Jpwang
Jpwang

Reputation: 143

Dynamic Class Attribute in Python?

I'm trying to write a function for a class that takes a bunch of files and adds them to the class as attributes.

Right now I have some class foo, and another class bar. I want to essentially go through a list of strings (this is simplified), and add each of those strings as an attribute of foo, and each of these attributes will be of class bar. So foo has a bunch of attributes of type bar. Now I've done this using python's __setattr__, and that's worked fine. The real issue is that I need to set an attribute within bar, and I need to do this for each individual foo attribute.

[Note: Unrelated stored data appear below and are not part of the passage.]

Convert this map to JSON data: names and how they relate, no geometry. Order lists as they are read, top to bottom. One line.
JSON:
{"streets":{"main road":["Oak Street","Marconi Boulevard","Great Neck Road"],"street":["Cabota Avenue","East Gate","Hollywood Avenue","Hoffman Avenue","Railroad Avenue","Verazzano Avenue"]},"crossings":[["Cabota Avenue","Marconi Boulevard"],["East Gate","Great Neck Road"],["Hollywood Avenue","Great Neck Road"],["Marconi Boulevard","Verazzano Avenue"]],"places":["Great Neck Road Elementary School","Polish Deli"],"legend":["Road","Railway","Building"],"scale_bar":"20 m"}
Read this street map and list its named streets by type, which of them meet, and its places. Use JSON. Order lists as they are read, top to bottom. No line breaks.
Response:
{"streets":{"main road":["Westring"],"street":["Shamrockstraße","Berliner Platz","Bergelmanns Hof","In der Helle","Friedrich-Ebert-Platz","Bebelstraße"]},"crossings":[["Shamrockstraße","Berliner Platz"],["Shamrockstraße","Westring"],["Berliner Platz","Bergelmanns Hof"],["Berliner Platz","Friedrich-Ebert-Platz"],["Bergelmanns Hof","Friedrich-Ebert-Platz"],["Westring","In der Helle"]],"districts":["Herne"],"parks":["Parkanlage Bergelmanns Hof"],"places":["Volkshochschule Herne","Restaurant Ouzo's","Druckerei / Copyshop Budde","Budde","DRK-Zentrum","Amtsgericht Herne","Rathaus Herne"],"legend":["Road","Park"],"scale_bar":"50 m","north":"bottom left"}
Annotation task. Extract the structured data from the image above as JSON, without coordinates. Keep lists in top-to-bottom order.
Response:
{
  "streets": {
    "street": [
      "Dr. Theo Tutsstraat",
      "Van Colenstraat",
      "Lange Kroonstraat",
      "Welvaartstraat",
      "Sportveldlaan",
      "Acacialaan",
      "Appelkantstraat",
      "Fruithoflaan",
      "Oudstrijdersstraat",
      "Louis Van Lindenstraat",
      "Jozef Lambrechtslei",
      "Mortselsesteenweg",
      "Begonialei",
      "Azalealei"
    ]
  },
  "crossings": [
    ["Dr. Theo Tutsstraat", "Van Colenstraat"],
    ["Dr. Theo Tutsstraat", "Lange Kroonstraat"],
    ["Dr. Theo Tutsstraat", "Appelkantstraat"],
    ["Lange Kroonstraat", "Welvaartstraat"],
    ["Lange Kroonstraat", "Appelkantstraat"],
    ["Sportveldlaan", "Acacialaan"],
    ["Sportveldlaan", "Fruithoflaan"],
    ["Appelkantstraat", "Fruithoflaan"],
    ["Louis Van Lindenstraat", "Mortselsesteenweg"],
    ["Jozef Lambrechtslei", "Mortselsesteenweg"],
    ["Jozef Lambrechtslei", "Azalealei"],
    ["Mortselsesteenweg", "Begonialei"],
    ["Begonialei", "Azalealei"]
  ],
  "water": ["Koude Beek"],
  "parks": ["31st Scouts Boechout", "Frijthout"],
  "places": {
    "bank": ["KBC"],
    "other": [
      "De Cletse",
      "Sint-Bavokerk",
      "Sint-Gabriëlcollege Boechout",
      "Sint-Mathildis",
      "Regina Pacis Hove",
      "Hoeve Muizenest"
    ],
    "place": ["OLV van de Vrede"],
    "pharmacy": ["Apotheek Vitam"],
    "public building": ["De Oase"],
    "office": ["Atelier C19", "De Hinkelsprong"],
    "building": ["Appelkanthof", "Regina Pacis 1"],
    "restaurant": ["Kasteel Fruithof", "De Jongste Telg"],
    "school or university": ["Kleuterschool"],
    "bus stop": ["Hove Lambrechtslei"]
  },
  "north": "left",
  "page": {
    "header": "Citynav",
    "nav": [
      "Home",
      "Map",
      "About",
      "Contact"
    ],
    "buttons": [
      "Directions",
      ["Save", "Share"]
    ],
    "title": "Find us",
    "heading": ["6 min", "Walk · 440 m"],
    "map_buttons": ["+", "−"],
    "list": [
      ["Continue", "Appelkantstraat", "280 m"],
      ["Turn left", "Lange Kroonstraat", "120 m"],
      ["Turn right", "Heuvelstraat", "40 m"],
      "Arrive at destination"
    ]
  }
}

So for now, I have a for loop:

for name in list:
  self.__setattr__(name, bar(a, b, ..))
  self.name.a = 123

Unfortunately, the attribute is read as "name" and not the value in the list. So I get an error like: foo object has no attribute name. What I need is some kinda of dynamic access. I know of getattr, but as far as I know, that returns a value, and I don't think is applicable in my case. Do you guys know of anything that would work here?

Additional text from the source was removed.